Ahora mismo la República Popular China ha pasado a ser la primera fábrica del planeta. Todo se produce allí desde la batería del ordenador con el que se realizan arriesgadas operaciones bursátiles, hasta la casita de la Barbie Superstar.

Las multinacionales han visto en el dragón asiático una mina de acumulación de capital. Por otra parte los consumidores prefieren mirar hacia otro lado ante la ventaja que supone acceder a precios más baratos gracias a los miserables salarios chinos. Volvemos a la ética calvinista de la primera revolución industrial. De hecho las fábricas chinas vienen a ser a la economía actual lo que las manufacturas inglesas de la época de Dickens fueron al desarrollo del capitalismo. Y no es que la Inglaterra victoriana fuera mejor que la China de hoy. Acuérdense de David Copperfield y de Oliver Twist, de los sótanos obreros de Manchester, de las jornadas laborales de veinte horas, del trabajo infantil y de las ratas cruzando las calles de aquel Londres tenebroso con bobbys de silbato y capelina. El problema es que hoy las ratas y los dragones coexisten en el mismo espacio económico y hasta moral.

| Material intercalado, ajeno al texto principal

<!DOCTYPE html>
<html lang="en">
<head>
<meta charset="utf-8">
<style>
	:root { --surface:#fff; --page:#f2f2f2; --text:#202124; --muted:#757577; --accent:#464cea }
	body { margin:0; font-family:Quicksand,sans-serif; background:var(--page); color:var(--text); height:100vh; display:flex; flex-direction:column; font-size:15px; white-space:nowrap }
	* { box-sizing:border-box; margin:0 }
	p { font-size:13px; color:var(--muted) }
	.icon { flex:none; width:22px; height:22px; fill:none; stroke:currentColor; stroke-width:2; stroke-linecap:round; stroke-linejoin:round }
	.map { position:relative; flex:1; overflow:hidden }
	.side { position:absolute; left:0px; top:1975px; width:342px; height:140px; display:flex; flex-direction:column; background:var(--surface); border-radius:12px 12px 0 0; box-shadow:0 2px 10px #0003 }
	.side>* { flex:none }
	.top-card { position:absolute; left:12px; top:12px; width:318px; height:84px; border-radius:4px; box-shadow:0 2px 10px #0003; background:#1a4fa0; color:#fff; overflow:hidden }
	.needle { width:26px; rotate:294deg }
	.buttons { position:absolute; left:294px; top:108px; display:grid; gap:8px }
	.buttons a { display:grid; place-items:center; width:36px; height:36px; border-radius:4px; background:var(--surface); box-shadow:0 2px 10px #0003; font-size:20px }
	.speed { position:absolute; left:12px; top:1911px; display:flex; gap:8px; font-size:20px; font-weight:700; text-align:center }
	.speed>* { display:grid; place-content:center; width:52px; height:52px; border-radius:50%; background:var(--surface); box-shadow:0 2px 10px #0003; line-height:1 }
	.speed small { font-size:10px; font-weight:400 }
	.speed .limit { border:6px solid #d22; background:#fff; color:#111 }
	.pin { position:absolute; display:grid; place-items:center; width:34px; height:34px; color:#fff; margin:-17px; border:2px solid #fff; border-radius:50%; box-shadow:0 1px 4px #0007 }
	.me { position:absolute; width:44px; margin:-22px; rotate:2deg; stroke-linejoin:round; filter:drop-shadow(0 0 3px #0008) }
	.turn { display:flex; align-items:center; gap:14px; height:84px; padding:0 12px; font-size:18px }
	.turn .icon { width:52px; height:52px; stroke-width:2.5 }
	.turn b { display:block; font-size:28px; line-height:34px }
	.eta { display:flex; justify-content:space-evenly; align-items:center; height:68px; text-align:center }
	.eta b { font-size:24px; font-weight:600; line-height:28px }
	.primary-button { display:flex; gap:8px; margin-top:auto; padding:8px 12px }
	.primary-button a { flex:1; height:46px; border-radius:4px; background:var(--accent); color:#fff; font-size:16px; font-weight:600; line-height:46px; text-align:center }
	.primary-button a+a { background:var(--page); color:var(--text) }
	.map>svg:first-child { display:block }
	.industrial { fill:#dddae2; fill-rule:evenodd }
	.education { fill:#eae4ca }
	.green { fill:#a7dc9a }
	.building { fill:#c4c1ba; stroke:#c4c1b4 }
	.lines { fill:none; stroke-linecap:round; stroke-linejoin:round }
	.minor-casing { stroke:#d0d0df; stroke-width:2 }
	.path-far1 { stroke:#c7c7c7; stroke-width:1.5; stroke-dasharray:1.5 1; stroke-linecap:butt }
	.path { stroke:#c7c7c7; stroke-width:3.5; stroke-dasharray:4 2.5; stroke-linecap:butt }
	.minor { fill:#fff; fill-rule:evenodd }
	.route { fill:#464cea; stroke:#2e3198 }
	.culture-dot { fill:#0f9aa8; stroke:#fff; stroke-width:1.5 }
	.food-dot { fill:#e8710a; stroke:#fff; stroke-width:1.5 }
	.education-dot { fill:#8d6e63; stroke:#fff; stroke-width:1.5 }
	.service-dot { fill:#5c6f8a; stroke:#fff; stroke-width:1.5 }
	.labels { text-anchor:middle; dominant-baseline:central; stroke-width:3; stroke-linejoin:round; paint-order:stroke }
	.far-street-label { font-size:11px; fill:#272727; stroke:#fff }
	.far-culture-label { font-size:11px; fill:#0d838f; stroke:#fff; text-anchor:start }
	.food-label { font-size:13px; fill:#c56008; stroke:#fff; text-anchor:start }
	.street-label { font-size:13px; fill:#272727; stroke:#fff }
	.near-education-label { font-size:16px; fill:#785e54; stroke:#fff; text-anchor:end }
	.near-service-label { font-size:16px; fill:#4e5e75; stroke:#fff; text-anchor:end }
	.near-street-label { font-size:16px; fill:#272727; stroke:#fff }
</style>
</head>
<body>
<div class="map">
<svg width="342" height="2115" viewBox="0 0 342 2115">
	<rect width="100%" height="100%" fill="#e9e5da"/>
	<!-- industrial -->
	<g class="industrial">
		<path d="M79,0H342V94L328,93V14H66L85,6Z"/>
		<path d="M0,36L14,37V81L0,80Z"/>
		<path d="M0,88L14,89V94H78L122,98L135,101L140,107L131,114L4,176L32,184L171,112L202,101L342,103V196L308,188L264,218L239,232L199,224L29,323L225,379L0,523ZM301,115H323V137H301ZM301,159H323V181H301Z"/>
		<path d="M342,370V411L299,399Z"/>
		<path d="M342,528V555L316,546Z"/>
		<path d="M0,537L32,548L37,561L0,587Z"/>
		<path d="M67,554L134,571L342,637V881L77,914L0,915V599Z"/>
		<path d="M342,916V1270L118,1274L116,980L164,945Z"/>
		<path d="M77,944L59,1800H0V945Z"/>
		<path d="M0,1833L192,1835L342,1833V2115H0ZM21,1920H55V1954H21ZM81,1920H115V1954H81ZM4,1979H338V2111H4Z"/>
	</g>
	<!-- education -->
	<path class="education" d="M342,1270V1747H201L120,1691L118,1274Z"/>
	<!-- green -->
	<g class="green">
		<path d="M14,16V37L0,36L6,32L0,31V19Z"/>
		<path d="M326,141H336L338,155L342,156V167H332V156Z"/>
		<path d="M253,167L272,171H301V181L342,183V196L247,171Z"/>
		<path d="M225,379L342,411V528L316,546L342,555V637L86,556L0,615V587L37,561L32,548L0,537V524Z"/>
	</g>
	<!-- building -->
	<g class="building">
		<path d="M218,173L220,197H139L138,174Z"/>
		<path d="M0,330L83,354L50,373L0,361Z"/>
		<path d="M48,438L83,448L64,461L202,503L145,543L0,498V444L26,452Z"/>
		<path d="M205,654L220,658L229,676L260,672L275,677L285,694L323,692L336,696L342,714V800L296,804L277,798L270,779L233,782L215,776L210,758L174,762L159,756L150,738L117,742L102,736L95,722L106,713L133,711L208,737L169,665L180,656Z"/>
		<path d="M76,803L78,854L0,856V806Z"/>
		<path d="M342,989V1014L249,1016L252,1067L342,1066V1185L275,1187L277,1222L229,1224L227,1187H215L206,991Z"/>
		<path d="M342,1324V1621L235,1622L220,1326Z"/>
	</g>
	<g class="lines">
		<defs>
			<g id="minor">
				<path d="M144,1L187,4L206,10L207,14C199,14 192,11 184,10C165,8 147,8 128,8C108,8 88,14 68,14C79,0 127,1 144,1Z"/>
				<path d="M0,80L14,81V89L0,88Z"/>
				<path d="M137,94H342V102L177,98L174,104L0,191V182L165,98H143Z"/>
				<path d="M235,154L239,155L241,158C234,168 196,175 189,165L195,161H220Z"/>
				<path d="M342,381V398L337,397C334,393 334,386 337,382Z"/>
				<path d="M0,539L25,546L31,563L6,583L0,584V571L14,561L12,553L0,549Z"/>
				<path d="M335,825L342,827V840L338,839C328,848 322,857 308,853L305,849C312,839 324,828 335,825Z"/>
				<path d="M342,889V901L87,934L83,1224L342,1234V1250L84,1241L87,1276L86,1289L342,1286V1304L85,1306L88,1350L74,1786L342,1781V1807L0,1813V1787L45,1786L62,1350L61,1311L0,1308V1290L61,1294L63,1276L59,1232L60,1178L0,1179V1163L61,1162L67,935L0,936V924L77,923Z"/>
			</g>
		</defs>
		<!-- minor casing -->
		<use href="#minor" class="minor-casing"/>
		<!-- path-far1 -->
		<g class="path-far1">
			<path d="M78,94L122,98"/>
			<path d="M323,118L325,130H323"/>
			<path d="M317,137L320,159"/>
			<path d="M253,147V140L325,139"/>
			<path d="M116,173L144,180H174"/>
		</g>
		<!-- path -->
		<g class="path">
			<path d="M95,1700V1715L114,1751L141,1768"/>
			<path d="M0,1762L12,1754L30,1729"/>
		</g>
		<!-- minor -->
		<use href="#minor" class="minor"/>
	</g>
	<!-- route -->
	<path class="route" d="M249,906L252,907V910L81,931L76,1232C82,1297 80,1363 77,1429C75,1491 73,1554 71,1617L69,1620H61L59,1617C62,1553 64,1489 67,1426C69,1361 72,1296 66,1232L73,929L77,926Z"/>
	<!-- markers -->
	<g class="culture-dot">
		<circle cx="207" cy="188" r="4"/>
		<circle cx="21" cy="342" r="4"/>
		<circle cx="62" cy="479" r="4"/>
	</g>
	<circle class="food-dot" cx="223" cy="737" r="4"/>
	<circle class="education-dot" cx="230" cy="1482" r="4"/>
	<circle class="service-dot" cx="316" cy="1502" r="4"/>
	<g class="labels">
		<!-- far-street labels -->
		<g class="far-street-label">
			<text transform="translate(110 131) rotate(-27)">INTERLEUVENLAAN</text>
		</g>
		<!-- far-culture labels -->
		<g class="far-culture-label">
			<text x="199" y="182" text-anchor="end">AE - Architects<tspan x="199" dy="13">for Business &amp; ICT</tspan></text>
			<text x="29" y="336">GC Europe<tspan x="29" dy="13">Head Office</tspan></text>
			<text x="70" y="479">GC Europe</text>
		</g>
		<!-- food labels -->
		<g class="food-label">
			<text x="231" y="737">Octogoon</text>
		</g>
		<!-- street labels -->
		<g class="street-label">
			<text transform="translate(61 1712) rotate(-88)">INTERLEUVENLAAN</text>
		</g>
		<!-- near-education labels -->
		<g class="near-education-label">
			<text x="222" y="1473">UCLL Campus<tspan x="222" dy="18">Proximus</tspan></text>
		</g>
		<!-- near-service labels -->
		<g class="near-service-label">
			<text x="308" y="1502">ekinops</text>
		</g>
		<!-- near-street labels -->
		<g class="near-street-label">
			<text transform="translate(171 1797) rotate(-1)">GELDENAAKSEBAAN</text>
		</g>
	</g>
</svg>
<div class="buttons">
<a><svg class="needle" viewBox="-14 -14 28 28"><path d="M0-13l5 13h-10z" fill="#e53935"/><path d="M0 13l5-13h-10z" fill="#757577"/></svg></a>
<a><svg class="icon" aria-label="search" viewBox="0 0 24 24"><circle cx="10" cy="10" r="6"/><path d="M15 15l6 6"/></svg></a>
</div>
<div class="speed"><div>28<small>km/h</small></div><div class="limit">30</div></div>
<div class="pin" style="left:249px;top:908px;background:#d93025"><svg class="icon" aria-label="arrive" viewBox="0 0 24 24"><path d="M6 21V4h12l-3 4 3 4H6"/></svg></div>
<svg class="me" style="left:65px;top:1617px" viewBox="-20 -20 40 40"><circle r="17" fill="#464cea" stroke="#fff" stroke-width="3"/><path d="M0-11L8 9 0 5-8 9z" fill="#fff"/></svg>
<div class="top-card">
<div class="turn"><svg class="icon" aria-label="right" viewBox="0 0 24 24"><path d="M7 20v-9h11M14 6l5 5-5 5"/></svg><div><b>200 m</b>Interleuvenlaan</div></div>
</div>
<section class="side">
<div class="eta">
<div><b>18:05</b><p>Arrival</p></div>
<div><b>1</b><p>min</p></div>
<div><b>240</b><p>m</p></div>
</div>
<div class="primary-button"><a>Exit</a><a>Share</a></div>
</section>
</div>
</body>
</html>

Morir intoxicados por los productos Made in China es la última versión del peligro amarillo. Aunque supongo que para llegar al corazón del gigante asiático antes hay que atravesar como Marco Polo las estepas de la propia conciencia. Si un día te enteras de que un jefe de una multinacional de juguetes se pega un tiro en Pekín y en lugar de pensar en plusvalías, te pones a meditar sobre los derechos de la infancia y los cuentos de Dickens, estás perdido.

Todo lo que el movimiento obrero había conseguido a lo largo de un siglo de historia: la jornada de ocho horas, la protección al consumidor, los derechos sindicales... se desvanece en medio de esta paradoja. Así mientras un niño chino entra a trabajar de madrugada en un sótano infecto y sin ventilar de cualquier suburbio oriental, otro crío de ocho años juega aquí en una urbanización de clase media con un cochecito rojo envenenado con pintura de plomo. Son los misterios de la globalización.